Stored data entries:

============================================================

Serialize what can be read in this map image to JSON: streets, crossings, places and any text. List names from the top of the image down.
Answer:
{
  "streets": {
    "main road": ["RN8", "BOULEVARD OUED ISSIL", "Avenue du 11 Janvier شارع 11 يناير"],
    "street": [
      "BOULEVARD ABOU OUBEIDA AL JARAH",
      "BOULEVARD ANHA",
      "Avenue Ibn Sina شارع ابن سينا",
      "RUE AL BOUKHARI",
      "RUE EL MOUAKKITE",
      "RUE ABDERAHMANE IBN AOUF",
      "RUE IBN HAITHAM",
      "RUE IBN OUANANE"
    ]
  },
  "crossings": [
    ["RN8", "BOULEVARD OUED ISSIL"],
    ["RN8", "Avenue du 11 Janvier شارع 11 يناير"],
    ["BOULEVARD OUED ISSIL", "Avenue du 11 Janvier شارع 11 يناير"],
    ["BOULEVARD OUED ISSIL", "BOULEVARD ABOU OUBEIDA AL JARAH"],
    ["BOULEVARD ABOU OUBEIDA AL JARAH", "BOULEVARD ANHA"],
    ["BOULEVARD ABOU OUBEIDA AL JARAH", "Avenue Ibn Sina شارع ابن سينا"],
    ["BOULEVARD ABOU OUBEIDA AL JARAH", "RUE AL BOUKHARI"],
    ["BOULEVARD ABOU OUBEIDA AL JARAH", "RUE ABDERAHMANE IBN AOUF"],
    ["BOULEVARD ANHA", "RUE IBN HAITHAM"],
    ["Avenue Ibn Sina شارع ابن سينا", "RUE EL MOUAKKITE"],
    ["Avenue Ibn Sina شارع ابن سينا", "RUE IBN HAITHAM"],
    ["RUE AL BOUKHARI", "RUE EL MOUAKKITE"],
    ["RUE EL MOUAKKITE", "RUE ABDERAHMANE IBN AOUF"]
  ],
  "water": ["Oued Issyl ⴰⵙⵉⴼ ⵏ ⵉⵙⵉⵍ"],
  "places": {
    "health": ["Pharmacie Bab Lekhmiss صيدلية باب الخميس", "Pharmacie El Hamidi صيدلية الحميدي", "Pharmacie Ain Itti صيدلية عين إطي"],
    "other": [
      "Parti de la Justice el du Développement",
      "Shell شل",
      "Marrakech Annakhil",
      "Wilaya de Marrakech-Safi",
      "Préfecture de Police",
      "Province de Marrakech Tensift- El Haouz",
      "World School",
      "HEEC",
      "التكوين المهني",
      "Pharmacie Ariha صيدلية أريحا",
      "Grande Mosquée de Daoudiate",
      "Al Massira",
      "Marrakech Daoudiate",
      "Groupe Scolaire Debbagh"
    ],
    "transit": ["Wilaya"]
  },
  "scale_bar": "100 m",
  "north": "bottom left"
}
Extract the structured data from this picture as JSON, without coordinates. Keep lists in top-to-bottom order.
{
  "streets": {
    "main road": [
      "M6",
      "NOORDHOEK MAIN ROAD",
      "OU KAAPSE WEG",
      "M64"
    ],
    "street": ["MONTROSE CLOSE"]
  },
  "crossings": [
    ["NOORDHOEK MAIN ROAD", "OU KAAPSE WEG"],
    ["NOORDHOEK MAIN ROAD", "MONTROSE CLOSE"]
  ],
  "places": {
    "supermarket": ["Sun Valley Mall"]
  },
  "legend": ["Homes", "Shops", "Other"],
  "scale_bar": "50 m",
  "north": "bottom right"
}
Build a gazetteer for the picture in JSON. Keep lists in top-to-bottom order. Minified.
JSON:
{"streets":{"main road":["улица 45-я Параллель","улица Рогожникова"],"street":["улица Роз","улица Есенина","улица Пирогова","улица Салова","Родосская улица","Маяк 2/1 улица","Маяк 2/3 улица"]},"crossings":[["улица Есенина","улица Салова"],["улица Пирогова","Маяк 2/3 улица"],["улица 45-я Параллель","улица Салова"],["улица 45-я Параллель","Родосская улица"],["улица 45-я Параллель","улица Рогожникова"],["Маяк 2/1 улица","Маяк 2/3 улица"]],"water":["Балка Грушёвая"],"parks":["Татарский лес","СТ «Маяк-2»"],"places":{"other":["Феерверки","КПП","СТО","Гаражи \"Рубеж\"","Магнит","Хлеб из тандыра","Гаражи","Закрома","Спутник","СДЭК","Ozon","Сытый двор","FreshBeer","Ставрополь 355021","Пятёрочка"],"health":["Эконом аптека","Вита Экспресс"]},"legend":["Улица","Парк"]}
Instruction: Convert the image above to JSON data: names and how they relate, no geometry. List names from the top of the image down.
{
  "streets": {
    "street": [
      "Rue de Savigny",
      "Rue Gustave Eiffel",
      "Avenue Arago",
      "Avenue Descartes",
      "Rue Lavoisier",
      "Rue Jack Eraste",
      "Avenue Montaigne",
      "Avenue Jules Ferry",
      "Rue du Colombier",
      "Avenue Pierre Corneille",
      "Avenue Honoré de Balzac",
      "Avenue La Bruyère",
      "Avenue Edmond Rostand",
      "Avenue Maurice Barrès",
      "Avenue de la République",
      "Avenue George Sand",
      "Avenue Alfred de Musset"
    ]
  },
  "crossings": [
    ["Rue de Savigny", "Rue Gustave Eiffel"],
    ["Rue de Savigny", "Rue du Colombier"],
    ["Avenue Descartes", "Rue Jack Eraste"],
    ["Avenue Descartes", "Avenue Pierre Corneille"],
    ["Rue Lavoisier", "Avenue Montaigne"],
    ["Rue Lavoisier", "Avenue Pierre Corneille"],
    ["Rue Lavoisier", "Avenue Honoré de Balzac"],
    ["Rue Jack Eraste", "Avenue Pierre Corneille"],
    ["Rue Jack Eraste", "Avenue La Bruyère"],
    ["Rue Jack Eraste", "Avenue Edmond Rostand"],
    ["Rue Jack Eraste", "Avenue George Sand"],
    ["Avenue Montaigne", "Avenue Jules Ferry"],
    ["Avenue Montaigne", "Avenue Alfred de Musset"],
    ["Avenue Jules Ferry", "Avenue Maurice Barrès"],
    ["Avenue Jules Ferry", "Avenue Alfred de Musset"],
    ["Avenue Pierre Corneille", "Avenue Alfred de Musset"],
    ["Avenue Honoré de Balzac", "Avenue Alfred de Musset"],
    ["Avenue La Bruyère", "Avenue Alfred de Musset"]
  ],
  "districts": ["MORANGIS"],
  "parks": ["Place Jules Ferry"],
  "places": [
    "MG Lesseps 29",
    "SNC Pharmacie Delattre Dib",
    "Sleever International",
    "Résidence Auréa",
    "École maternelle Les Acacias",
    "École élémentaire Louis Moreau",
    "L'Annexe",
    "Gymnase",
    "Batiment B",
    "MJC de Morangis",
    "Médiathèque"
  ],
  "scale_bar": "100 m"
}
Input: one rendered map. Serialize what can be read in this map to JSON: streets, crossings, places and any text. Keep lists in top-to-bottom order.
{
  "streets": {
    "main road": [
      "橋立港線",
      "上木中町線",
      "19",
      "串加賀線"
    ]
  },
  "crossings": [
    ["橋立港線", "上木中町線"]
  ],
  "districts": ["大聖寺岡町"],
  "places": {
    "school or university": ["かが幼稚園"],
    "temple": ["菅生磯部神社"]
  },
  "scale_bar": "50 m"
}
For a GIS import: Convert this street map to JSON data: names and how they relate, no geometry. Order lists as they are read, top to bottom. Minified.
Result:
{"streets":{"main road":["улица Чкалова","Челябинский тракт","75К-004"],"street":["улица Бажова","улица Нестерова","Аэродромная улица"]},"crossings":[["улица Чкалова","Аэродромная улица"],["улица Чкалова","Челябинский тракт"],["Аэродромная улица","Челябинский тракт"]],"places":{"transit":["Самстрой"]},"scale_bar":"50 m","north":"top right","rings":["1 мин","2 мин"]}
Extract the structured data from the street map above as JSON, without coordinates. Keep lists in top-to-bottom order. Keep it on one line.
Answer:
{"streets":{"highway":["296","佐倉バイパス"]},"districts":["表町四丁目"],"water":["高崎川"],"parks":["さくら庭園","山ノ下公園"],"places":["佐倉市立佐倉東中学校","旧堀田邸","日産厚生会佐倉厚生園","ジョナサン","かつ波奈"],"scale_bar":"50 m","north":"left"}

============================================================

== Task brief ==
Please write out, exactly as they appear above, only the lines in the stretch from the line with "Extract the structured data from this" through the line with "Build a gazetteer".

== The completed task ==
Extract the structured data from this picture as JSON, without coordinates. Keep lists in top-to-bottom order.
{
  "streets": {
    "main road": [
      "M6",
      "NOORDHOEK MAIN ROAD",
      "OU KAAPSE WEG",
      "M64"
    ],
    "street": ["MONTROSE CLOSE"]
  },
  "crossings": [
    ["NOORDHOEK MAIN ROAD", "OU KAAPSE WEG"],
    ["NOORDHOEK MAIN ROAD", "MONTROSE CLOSE"]
  ],
  "places": {
    "supermarket": ["Sun Valley Mall"]
  },
  "legend": ["Homes", "Shops", "Other"],
  "scale_bar": "50 m",
  "north": "bottom right"
}
Build a gazetteer for the picture in JSON. Keep lists in top-to-bottom order. Minified.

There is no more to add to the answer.